*** Material provided ***
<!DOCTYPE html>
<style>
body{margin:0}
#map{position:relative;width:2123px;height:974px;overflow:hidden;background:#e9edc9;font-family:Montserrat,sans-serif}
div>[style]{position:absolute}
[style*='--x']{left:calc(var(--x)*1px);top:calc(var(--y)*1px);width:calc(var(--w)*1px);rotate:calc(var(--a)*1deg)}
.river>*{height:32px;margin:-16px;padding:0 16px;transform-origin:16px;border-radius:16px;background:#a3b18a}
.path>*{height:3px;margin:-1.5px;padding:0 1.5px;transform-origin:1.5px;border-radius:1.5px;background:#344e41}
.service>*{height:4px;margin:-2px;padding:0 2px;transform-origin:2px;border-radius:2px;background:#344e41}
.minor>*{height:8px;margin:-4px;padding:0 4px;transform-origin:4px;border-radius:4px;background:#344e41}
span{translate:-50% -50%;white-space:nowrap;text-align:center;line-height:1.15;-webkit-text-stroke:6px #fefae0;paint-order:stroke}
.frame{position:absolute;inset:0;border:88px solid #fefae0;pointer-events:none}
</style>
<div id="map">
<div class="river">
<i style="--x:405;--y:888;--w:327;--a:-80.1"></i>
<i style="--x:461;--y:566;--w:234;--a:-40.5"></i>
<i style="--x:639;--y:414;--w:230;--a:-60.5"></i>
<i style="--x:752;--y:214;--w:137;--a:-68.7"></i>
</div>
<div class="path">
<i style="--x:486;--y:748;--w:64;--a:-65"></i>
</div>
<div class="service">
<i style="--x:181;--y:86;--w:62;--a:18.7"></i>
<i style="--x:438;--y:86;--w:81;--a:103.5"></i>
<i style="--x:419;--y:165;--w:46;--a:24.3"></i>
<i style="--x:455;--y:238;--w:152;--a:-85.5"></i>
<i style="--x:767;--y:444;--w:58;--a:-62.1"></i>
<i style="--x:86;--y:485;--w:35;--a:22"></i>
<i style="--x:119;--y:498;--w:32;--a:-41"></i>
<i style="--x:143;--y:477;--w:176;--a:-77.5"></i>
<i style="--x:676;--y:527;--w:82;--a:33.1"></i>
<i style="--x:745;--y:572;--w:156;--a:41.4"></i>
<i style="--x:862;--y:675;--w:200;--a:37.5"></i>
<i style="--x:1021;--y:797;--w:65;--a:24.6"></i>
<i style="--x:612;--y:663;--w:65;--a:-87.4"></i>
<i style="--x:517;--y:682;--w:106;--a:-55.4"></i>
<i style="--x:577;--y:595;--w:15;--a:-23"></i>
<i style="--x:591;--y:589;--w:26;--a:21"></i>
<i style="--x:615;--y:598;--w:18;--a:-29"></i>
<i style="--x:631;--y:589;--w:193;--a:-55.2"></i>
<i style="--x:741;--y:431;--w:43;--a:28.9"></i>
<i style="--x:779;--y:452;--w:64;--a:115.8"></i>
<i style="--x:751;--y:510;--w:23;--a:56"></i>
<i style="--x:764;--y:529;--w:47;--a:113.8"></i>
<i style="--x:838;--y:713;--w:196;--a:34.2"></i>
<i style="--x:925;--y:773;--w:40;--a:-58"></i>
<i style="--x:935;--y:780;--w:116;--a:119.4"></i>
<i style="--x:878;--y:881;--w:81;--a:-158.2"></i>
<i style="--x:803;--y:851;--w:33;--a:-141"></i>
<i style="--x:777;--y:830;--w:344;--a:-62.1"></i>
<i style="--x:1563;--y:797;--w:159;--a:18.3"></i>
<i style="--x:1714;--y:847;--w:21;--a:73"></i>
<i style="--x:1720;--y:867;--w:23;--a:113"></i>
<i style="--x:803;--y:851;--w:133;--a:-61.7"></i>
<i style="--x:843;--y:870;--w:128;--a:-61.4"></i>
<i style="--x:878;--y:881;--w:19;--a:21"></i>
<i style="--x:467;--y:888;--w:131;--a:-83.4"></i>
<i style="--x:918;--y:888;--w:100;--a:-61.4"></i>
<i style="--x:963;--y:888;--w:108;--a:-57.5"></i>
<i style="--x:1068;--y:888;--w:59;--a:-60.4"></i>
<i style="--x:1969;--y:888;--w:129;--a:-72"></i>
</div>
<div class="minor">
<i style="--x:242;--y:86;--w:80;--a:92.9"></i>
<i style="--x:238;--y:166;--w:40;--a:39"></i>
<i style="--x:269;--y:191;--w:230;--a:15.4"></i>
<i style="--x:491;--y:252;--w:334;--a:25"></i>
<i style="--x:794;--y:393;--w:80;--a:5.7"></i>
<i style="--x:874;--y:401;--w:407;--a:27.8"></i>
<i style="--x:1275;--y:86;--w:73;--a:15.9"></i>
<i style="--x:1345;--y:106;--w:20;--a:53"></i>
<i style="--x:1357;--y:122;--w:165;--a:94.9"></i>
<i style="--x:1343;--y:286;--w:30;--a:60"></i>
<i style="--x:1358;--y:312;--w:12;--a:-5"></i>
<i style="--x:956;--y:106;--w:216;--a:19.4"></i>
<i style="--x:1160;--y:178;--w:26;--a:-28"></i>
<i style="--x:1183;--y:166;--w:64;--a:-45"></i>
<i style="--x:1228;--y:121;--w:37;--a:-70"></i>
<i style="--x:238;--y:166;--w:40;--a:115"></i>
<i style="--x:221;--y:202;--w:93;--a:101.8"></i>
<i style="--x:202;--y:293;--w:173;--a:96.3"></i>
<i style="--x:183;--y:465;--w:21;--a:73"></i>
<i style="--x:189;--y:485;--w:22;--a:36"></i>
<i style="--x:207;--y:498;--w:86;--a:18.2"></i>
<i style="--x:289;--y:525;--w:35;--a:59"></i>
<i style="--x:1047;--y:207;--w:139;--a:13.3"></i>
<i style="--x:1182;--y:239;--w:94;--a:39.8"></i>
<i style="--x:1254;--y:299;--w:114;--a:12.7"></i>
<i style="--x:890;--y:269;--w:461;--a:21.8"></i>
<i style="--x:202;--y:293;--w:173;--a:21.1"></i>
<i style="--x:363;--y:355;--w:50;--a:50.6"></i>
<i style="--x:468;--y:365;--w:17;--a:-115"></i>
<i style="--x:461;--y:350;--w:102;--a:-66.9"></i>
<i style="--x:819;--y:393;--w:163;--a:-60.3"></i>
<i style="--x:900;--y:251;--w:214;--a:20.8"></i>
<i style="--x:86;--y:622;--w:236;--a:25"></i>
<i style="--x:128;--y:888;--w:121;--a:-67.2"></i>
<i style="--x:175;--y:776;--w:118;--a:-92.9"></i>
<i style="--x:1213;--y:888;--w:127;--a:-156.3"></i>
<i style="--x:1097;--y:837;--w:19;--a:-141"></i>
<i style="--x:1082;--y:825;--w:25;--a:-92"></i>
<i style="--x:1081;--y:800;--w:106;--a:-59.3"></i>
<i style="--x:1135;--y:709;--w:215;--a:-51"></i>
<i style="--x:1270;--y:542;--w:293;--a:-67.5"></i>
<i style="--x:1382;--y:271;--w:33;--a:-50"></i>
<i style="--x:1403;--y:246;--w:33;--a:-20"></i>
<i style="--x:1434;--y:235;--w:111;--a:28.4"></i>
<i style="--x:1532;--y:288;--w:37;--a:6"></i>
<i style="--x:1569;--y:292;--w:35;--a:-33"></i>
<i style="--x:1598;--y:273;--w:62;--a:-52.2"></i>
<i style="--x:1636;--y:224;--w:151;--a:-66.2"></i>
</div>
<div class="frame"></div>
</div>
*** End of Material provided ***
• What is needed: Reproduce each line from the data that has "river" in it.

• Solved problem:
.river>*{height:32px;margin:-16px;padding:0 16px;transform-origin:16px;border-radius:16px;background:#a3b18a}
<div class="river">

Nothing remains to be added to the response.